-- Work instructions --
Report every line from the material that contains the word "then".
====
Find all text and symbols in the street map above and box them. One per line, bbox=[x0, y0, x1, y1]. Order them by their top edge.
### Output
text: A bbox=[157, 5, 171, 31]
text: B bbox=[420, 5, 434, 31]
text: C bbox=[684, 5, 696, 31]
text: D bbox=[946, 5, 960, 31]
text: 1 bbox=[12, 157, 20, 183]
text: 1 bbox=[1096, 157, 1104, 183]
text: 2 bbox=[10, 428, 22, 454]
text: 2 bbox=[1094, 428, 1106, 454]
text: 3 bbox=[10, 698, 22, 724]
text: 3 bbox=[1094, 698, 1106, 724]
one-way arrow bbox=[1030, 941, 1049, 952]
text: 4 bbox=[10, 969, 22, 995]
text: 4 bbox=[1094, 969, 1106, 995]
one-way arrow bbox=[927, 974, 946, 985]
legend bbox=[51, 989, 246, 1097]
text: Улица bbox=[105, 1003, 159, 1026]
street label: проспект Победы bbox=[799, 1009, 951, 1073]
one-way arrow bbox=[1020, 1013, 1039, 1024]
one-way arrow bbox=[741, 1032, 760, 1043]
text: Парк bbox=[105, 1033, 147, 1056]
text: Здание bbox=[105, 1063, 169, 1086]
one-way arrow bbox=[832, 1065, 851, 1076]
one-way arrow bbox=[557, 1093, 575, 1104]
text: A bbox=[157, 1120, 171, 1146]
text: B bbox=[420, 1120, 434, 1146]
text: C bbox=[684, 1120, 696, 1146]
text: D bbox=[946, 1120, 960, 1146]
====
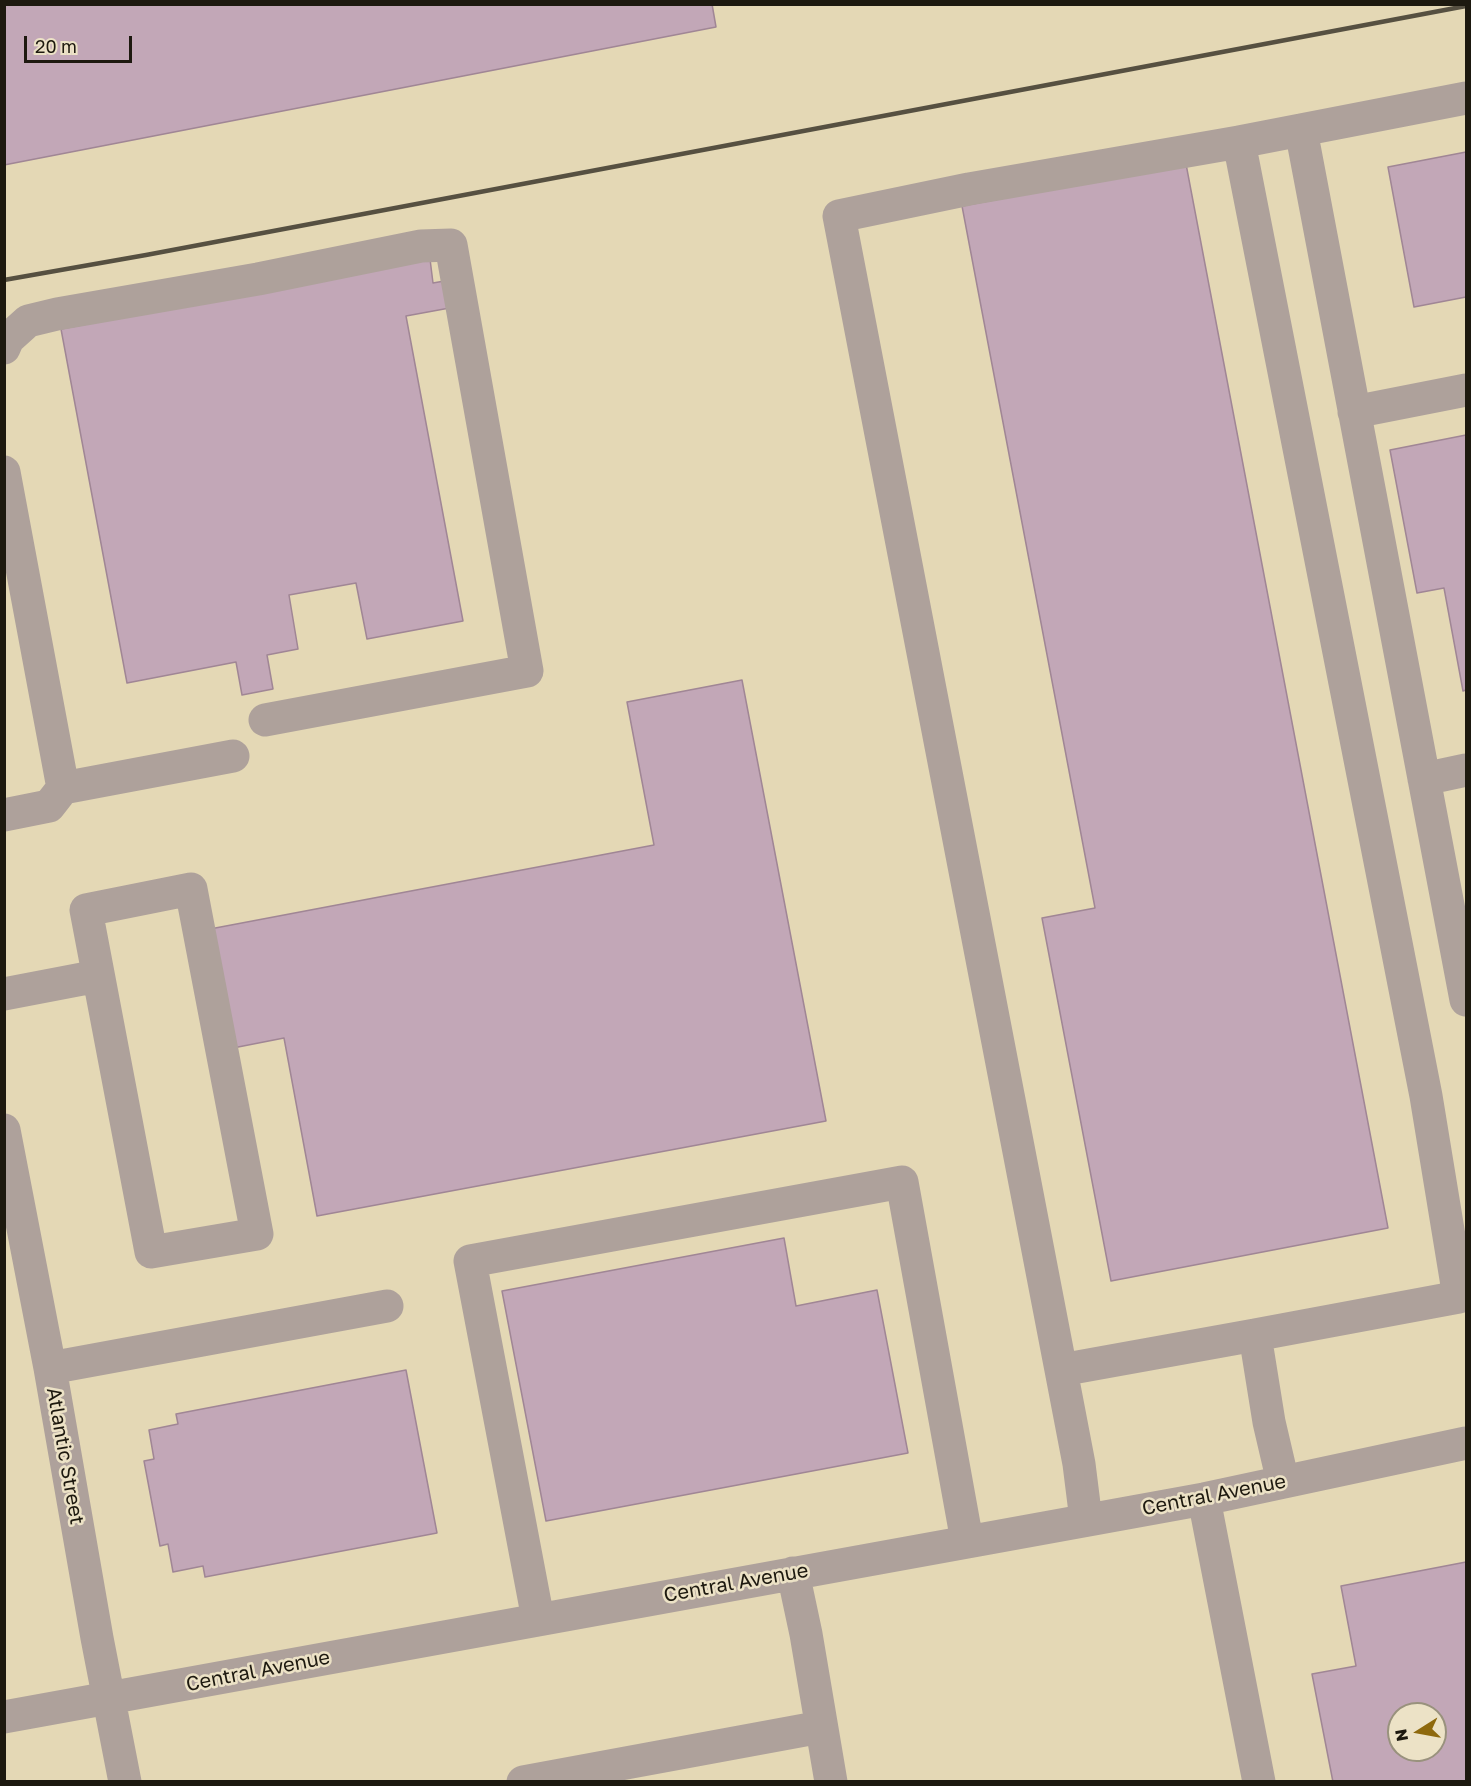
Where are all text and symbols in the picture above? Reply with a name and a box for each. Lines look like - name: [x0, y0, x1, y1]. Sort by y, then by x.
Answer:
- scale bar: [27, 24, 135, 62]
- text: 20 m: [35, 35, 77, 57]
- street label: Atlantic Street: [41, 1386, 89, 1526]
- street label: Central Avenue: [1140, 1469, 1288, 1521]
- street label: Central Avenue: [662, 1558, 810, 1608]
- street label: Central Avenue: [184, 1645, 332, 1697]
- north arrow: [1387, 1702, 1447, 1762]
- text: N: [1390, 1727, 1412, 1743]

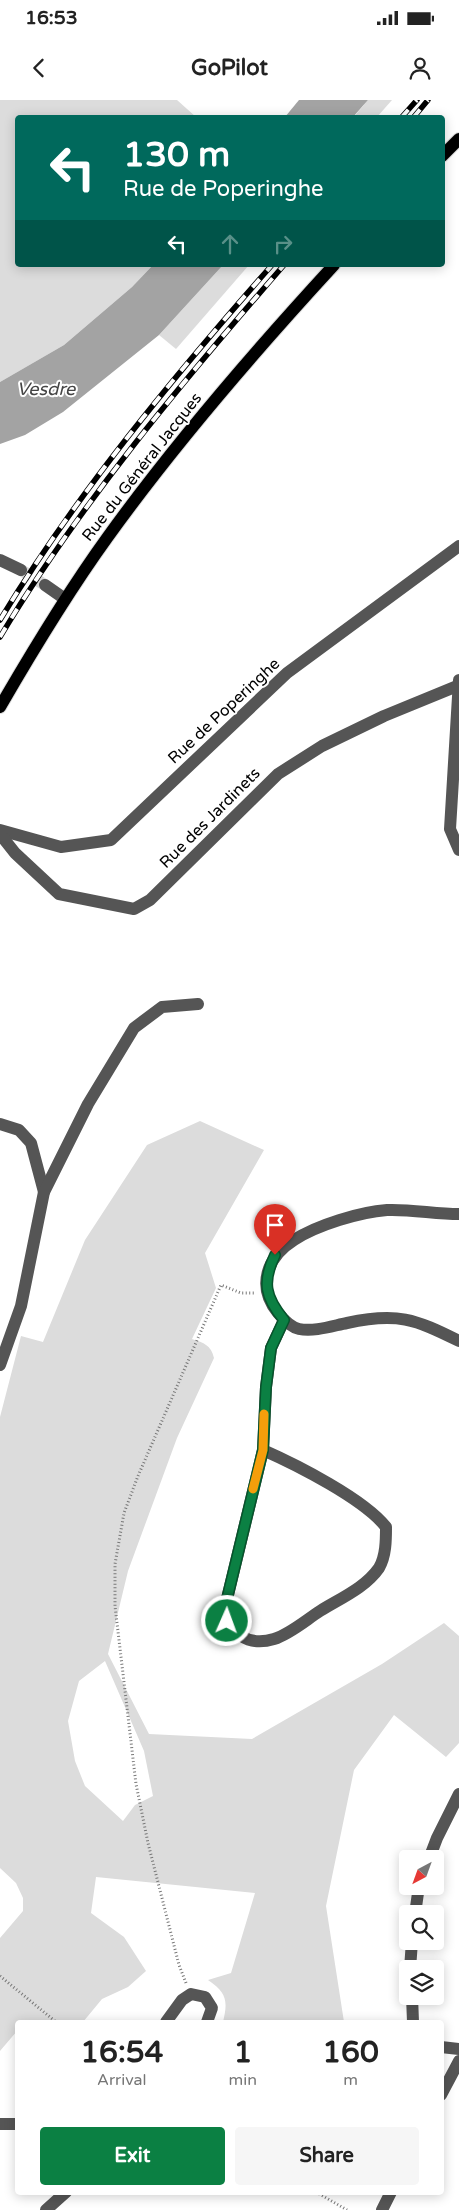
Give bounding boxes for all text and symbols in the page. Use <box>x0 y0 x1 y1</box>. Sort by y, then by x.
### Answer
====
-- Exercise result --
Where are all text and symbols in the picture above? Reply with a name and a box for each. Lines look like - name: [x0, y0, x1, y1]. Sort by y, then by x.
Give bounding boxes for all text and symbols in the page. Use <box>x0 y0 x1 y1</box>. Sort by y, then by x.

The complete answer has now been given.